7.1 Defining the system curve
For a simple system the loss of head (energy per unit weight) due to friction, \(h_f\), is described by the Darcy-Weisbach equation, which can be simplified as in Equation (7.1). \[\begin{equation} h_f = \frac{fL}{D}\frac{V^2}{2g} = \frac{8fL}{\pi^{2}gD^{5}}Q^{2} = KQ{^2} \tag{7.1} \end{equation}\]
The total dynamic head the system requires a pump to provide, \(h_p\), is found by solving the energy equation from the upstream reservoir (point 1) to the downstream reservoir (point 2), as in Equation (7.2). \[\begin{equation} h_p = \left(z+\frac{P}{\gamma}+\frac{V^2}{2g}\right)_2 - \left(z+\frac{P}{\gamma}+\frac{V^2}{2g}\right)_1+h_f \tag{7.2} \end{equation}\]
For the simple system in Figure 7.1, the velocity can be considered negligible in both reservoirs 1 and 2, and the pressures at both reservoirs is atmospheric, so the Equation (7.2) can be simplified to (7.3). \[\begin{equation} h_p = \left(z_2 - z_1\right) + h_f=h_s+h_f=h_s+KQ^2 \tag{7.3} \end{equation}\]
Using the hydraulics package, the coefficient, K, can be calculated manually or using other package functions for friction loss in a pipe system using \(Q=1\). Using this to develop a system curve is demonstrated in Example 7.1.
Example 7.1 Develop a system curve for a pipe with a diameter of 20 inches, length of 3884 ft, and absolute roughness of 0.0005 ft. Use kinematic viscocity, \(\nu\) = 1.23 x 10-5 ft2/s. Assume a static head, z2 - z1 = 30 ft.
ans <- hydraulics::darcyweisbach(Q = 1,D = 20/12, L = 3884, ks = 0.0005, nu = 1.23e-5, units = "Eng")
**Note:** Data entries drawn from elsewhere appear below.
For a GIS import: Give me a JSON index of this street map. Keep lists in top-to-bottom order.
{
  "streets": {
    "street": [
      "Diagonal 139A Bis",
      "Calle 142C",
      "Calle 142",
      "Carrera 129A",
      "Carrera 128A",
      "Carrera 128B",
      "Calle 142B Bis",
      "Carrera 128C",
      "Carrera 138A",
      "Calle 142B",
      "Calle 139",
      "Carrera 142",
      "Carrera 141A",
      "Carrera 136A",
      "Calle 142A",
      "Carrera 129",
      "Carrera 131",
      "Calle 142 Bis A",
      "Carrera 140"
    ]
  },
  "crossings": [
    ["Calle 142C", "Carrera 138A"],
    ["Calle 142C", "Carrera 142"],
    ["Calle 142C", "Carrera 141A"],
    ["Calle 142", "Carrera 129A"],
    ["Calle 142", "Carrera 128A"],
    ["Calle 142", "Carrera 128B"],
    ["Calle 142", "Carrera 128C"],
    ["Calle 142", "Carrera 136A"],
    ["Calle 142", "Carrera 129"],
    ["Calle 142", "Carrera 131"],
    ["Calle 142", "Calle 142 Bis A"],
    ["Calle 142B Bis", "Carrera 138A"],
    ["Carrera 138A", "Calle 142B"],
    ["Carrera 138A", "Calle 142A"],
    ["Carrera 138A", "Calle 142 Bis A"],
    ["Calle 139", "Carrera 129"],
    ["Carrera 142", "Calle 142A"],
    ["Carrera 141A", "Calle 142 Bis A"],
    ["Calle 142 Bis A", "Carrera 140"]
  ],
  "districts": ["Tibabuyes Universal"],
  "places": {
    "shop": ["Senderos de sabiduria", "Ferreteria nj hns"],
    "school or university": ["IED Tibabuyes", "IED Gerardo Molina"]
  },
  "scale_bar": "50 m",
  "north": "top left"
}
cat(sprintf("Coefficient K: %.3f\n", ans$hf))
#> Coefficient K: 0.160
scurve <- hydraulics::systemcurve(hs = 30, K = ans$hf, units = "Eng")
print(scurve$eqn)
#> [1] "h == 30 + 0.16*Q^2"
For this function of the hydraulics package, Q is either in ft\(^3\)/s or m\(^3\)/s, depending on whether Eng or SI is specified for units. Often data for flows in pumping systems are in other units such as gpm or liters/s, so unit conversions would need to be applied.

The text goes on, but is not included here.